Now, at 1 o’clock in the morning there’s a lot of idle time where I work. It was because of that I decided to drag my monster of a printer into work. I could kill two birds with one stone. My goal was to begin edits on a different (and complete) manuscript to get my mind off of Gestalt for a little while and refresh my brain with something slightly different. In order to facilitate not fucking this process up I want a physical copy to edit. After all was said and done there was barely enough room for my chair. I decided to kick it out into the aisle. Standing was a better option at that point.

My co-worker listened to the whirring the printer made as I proceeded to dish out chapter after chapter of the current draft of the manuscript. Section by section the pages slowly built up, were hole-punched roughly twenty at a time and filed into the two and a half inch red three ring binder. Three hundred and eighty pages, five remote desktop sessions with customers, two hours and three paper jams later I clicked off the power to the printer, pulled my chair back over, and slumped down into as if I’d just run the March of Dimes 5k on Auditorium Shores and won.

Upon hearing my exasperated sigh, my co-worker looked up from his computer screen and asked me, “Why do you write?”
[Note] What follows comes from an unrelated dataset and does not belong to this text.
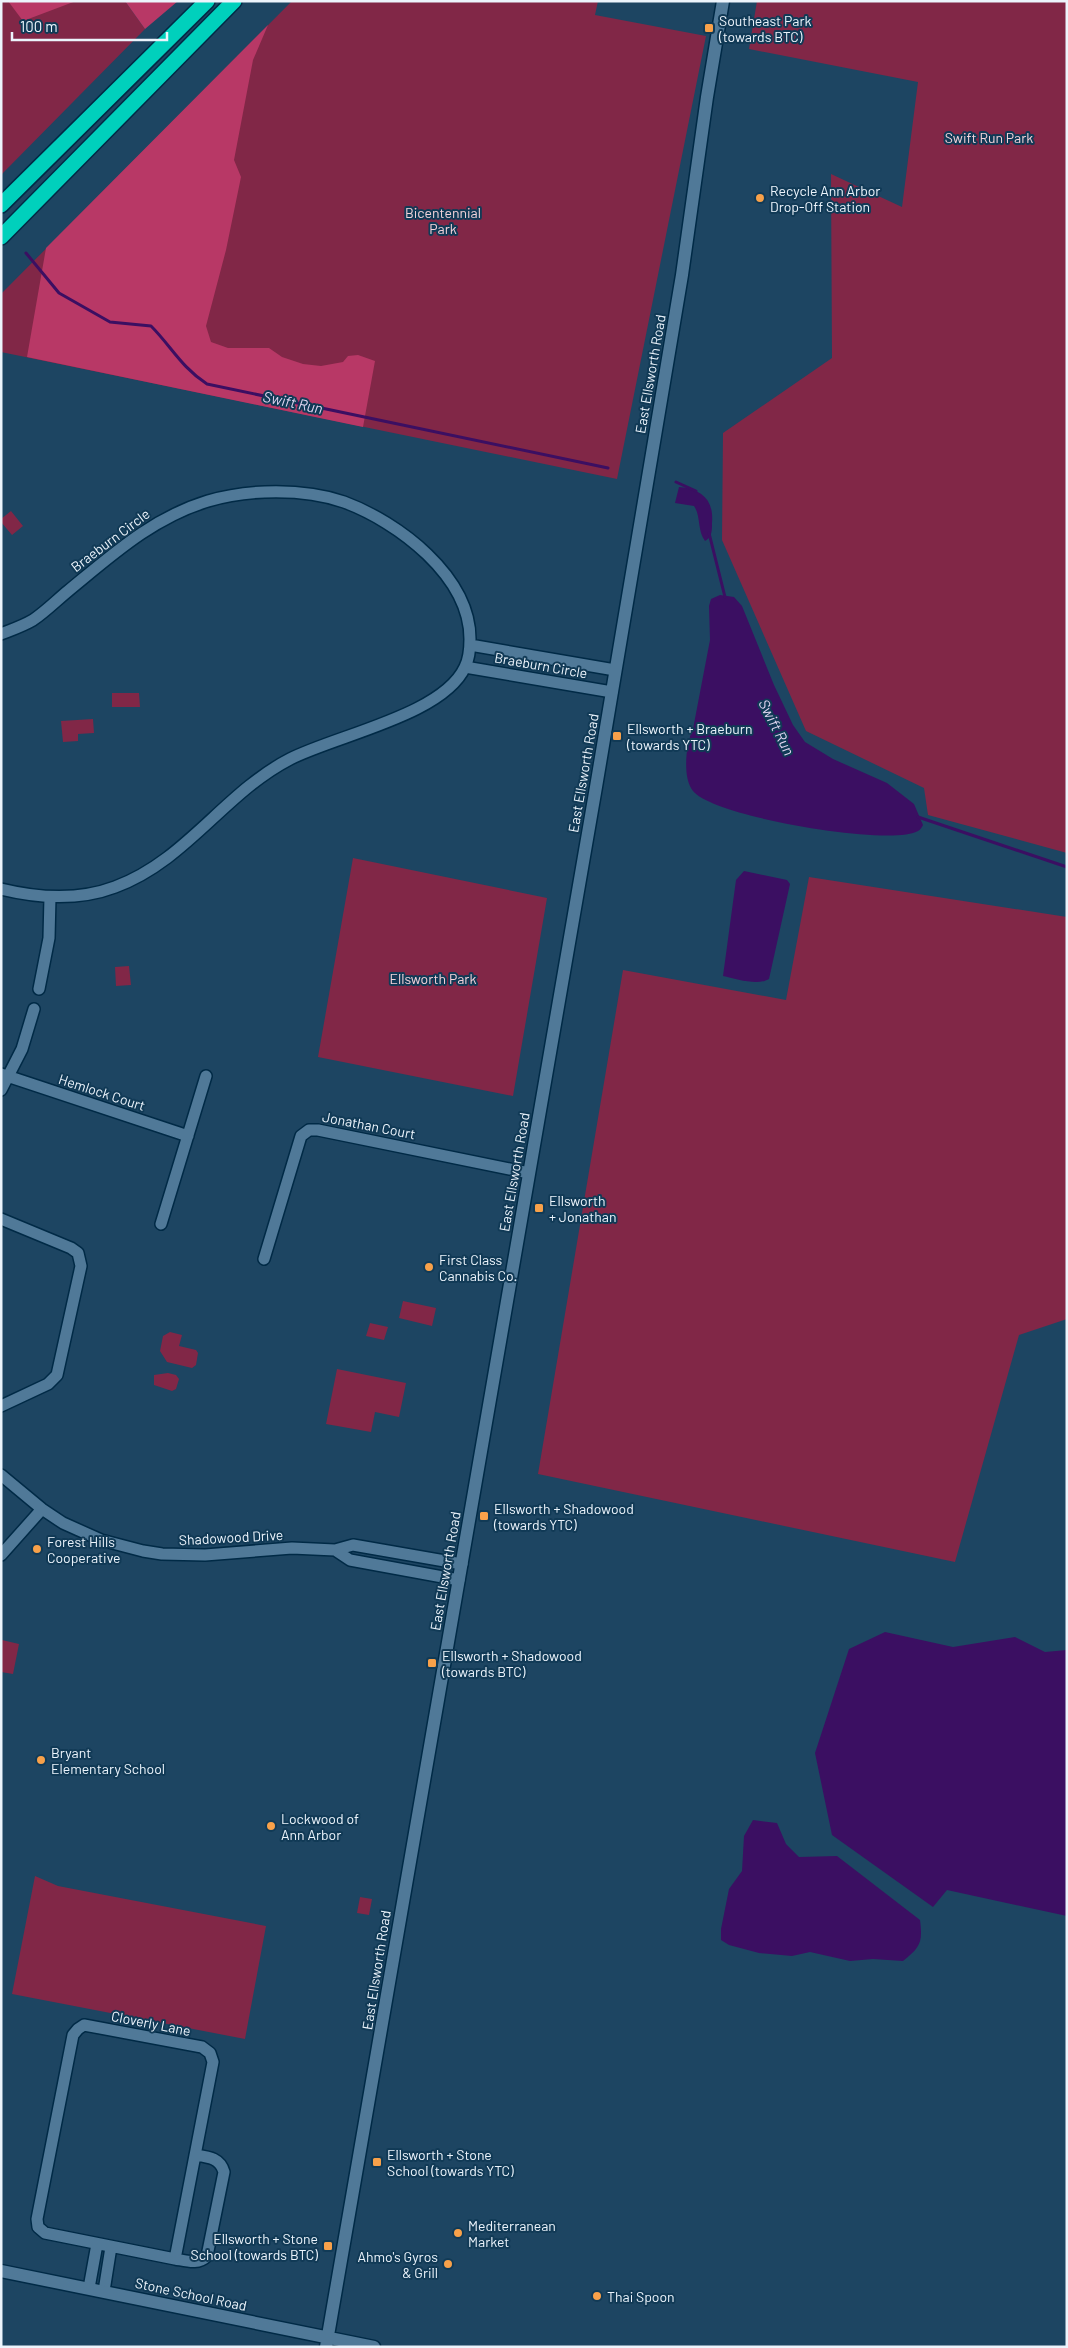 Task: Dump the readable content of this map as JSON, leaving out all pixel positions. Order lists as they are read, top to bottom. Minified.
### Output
{"streets":{"main road":["East Ellsworth Road","Stone School Road"],"street":["Braeburn Circle","Hemlock Court","Jonathan Court","Shadowood Drive","Cloverly Lane"]},"crossings":[["East Ellsworth Road","Braeburn Circle"],["East Ellsworth Road","Jonathan Court"],["East Ellsworth Road","Shadowood Drive"],["East Ellsworth Road","Stone School Road"]],"water":["Swift Run"],"parks":["Swift Run Park","Bicentennial Park","Ellsworth Park"],"places":{"transit":["Southeast Park (towards BTC)","Ellsworth + Braeburn (towards YTC)","Ellsworth + Jonathan","Ellsworth + Shadowood (towards YTC)","Ellsworth + Shadowood (towards BTC)","Ellsworth + Stone School (towards YTC)","Ellsworth + Stone School (towards BTC)"],"other":["Recycle Ann Arbor Drop-Off Station","First Class Cannabis Co.","Forest Hills Cooperative","Bryant Elementary School","Lockwood of Ann Arbor","Mediterranean Market","Ahmo's Gyros & Grill","Thai Spoon"]},"scale_bar":"100 m"}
My answer was immediate. Unrehearsed. Raw. Ask any writer, published or not, why they write and the answer will always be the same.

“Because I have to,” they will tell you. And tell him that I did.

Then I thought on it for a moment. The reasons for this knee-jerk reaction vary from writer to writer. Some think they have the next Great American Novel on their hands. They are egotistical enough to throw themselves into the same ranks as Mark Twain, Steinbeck, Faulkner. They are Hell-bent on being published for such a credit and a footnote in history as one of “The Greats”. Others feel they have something they have to say. They have honed and crafted their skills for their writing careers to make a commentary on life, on politics, on religion or society or some fault in the system. Some just do it for the money, thinking that there is a grandiose paycheck waiting for them around the corner if someone would just take the hint that they are the next J.K Rowling or Dan Brown.

I actually laughed at my own absurdity as I mustered all of the sanity within me to add, “Because my characters won’t shut up until I tell their story. It doesn’t matter if anyone else ever reads these things that I have spent years of my life developing, molding, twisting; the stories simply must exist or my characters will drive me to lunacy.”

Only after I said that did it, ironically, fortify my own understanding of myself. I know the odds of being a successful author are stacked against me. Would the money be nice? Fuck yes, but I don’t realistically anticipate living like Stephen King anytime soon, if ever. Would I like to get published? Of course. That’s the secondary reason I write. I don’t care about the money so much as I do about telling a good story. I want to be able to have my novels plucked off of a Half Price Books store bookshelf by someone, the same way I do now, to take home and curl up next to by the window with a rum and coke on a stormy evening, or prop open on the porch to enjoy with a tall glass of lemonade on a summer day. I want my stories to be companions that won’t judge you, but will draw the audience in, make them forget what time it is and say “Sit a while and listen to my story.”

Maybe, if I’m lucky, that one action will pull someone through a dark spot in their life. Maybe, if I’m really lucky, that person will see a piece of themselves in my characters and recommend the book to their best friend.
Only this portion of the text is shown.